Bueno mamá, tenemos que irnos – Dijo Rose cuando vio salir al Doctor de la TARDIS y dirigirse hacia ella con April cogida de su mano. La niña al ver a su abuela echó a correr y Jackie la cogió en brazos entre risas. No quería que la pequeña la viera triste.
Ten cuidado - Después Jackie se dirigió hacia Rose y la abrazó fuerte.
Tranquila Jackie las cuidaré muy bien – Dijo el Doctor con una tierna sonrisa.
Entonces ella se dirigió hacia él y se rodeó el cuello estrechándole entre sus brazos y le dijo al oído:
Espero que cumplas tu palabra. – Y le depositó un beso en la mejilla humedecido por las lágrimas. Después fue hasta Mickie y se fundieron en un abrazo, por último se acercó a Jack y dio también dos besos. Después se volvió hacia el Doctor: - ¿Volveremos a vernos algún día?

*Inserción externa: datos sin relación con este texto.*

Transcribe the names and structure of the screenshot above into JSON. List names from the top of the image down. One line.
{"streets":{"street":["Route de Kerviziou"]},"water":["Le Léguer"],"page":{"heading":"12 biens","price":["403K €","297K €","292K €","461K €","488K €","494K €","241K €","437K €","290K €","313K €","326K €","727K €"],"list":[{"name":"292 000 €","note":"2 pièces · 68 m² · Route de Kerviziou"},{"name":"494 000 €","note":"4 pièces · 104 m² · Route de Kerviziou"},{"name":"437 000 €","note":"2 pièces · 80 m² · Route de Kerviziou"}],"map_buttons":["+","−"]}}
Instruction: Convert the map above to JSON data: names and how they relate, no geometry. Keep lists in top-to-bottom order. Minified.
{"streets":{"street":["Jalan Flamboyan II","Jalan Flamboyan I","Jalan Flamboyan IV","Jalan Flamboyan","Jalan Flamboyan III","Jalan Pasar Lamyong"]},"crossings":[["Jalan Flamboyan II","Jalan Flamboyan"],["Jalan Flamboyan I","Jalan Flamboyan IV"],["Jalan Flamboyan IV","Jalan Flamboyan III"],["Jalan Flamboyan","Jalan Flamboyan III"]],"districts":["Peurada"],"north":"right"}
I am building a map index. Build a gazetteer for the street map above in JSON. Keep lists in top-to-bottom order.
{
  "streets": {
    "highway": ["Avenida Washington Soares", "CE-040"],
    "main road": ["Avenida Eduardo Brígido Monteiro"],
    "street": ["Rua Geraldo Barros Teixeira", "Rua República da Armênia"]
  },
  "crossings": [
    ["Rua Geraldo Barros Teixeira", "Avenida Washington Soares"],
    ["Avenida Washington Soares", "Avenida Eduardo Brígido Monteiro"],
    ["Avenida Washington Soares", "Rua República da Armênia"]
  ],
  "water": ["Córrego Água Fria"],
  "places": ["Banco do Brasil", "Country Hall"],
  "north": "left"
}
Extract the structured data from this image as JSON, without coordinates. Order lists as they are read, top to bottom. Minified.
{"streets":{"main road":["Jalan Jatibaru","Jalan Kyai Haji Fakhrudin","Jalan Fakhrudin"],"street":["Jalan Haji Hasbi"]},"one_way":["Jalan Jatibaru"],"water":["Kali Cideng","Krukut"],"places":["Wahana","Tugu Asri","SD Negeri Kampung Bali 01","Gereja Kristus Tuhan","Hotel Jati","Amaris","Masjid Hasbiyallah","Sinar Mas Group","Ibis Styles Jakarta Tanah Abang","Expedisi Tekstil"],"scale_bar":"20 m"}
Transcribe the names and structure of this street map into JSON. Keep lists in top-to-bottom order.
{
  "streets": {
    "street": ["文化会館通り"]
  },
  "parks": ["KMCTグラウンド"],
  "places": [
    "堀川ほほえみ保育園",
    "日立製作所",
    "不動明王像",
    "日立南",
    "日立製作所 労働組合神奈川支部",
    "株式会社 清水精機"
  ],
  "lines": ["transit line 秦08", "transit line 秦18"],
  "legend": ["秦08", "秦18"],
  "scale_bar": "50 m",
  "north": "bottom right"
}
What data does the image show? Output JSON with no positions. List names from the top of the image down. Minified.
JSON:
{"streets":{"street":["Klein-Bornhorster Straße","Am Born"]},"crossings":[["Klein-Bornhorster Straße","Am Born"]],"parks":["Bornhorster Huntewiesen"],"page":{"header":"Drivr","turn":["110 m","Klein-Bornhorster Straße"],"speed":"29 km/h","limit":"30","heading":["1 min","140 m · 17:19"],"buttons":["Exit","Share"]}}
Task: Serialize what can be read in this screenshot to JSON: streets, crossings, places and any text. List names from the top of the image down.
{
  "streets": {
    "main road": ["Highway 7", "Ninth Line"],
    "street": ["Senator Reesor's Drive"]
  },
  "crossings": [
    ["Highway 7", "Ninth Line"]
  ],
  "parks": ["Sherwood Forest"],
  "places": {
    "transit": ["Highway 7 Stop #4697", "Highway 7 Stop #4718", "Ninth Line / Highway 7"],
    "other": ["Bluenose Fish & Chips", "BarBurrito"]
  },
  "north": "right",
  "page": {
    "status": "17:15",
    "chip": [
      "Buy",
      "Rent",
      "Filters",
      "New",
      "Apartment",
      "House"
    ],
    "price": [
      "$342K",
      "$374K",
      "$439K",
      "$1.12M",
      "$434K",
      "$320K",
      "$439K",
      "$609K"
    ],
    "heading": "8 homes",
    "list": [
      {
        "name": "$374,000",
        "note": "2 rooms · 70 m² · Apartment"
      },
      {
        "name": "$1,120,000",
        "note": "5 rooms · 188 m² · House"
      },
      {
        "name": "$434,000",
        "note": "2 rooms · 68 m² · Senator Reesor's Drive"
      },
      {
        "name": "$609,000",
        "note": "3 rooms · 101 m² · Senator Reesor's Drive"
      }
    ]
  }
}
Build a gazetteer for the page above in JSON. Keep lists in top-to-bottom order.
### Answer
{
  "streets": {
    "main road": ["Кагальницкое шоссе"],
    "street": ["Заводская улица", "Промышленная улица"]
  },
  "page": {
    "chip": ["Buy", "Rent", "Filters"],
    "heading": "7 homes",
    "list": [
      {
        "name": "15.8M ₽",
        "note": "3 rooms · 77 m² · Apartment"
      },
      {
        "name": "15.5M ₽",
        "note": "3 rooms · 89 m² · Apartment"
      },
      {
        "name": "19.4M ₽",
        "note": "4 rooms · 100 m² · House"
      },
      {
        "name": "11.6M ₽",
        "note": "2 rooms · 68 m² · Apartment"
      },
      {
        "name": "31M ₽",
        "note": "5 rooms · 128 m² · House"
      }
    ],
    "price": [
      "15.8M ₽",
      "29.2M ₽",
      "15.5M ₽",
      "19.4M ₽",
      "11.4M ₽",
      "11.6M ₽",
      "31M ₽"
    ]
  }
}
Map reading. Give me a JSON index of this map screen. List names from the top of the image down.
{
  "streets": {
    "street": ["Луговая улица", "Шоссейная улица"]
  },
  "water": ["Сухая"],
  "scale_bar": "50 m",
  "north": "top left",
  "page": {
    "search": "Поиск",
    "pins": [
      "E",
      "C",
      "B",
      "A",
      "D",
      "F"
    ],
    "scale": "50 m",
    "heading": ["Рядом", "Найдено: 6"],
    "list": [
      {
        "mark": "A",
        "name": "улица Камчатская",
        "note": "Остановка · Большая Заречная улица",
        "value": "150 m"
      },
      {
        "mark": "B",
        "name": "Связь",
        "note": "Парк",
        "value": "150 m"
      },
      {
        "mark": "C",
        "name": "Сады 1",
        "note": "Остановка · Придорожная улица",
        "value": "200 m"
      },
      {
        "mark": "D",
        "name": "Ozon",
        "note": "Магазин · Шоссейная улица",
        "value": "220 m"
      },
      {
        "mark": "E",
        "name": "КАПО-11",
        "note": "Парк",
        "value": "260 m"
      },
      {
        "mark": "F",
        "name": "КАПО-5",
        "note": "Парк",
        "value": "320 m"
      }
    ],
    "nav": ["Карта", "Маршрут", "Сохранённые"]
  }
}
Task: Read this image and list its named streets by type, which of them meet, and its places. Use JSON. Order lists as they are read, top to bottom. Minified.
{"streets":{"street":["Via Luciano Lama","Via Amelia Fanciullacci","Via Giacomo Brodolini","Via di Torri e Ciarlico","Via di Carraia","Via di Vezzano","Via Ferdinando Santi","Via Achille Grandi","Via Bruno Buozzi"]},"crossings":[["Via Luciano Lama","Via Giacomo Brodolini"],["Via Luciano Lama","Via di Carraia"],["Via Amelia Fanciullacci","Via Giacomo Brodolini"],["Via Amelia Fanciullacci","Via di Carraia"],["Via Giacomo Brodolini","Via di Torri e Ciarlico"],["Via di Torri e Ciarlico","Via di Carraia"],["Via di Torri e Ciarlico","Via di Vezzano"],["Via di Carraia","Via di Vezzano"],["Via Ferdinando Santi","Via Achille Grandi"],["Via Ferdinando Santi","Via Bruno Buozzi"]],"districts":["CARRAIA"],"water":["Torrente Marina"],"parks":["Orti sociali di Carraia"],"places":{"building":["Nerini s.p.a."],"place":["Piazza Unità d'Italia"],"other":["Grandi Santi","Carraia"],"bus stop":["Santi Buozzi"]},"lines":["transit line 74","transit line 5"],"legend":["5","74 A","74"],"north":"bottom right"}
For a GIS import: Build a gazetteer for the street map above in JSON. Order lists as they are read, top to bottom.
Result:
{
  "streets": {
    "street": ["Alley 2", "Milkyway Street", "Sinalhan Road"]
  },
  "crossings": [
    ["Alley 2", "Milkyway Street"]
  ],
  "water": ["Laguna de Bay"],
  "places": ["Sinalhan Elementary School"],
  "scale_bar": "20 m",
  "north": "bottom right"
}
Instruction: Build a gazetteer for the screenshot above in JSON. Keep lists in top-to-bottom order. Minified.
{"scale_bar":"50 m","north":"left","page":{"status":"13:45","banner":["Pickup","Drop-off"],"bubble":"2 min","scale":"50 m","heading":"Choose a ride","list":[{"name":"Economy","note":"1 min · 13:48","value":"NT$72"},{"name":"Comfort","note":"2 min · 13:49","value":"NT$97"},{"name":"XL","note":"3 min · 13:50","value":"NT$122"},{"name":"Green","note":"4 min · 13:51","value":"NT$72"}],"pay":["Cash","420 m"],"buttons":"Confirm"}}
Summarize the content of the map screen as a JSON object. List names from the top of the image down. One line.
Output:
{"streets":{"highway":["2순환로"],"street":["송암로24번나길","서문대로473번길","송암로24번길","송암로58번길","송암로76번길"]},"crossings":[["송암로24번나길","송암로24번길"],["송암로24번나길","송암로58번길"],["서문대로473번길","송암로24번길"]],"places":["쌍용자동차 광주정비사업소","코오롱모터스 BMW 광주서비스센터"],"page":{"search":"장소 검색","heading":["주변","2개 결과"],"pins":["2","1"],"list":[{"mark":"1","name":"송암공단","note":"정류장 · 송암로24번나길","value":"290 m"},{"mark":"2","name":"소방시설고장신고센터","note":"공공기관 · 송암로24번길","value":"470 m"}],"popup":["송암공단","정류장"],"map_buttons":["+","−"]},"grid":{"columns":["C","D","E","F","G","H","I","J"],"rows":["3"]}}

Tal vez en un futuro, cuando las investigaciones hayan adelantado y podamos cruzar sin alterar nada, pero de momento, no. Lo siento. – Tras un pequeño silencio el Doctor dijo: - Es hora de marcharse. – Y se dio la vuelta para dirigirse hacia la TARDIS.
Jack le siguió los pasos y desapareció en el interior de la nave, segundos después Mickie con April de la mano también entraron. Al final Rose y el Doctor desde la puerta dirigieron una última mirada hacia Jackie que les miraba desde la entrada de la casa. Rose no pudo evitar que las lágrimas afloraran a sus ojos y el Doctor le pasó el brazo en torno de su cintura mientras ella apoyaba la cabeza sobre su hombro y dando media vuelta entraron en la nave y desaparecieron con el característico sonido que hacía la TARDIS cuando se desvanecía en el aire.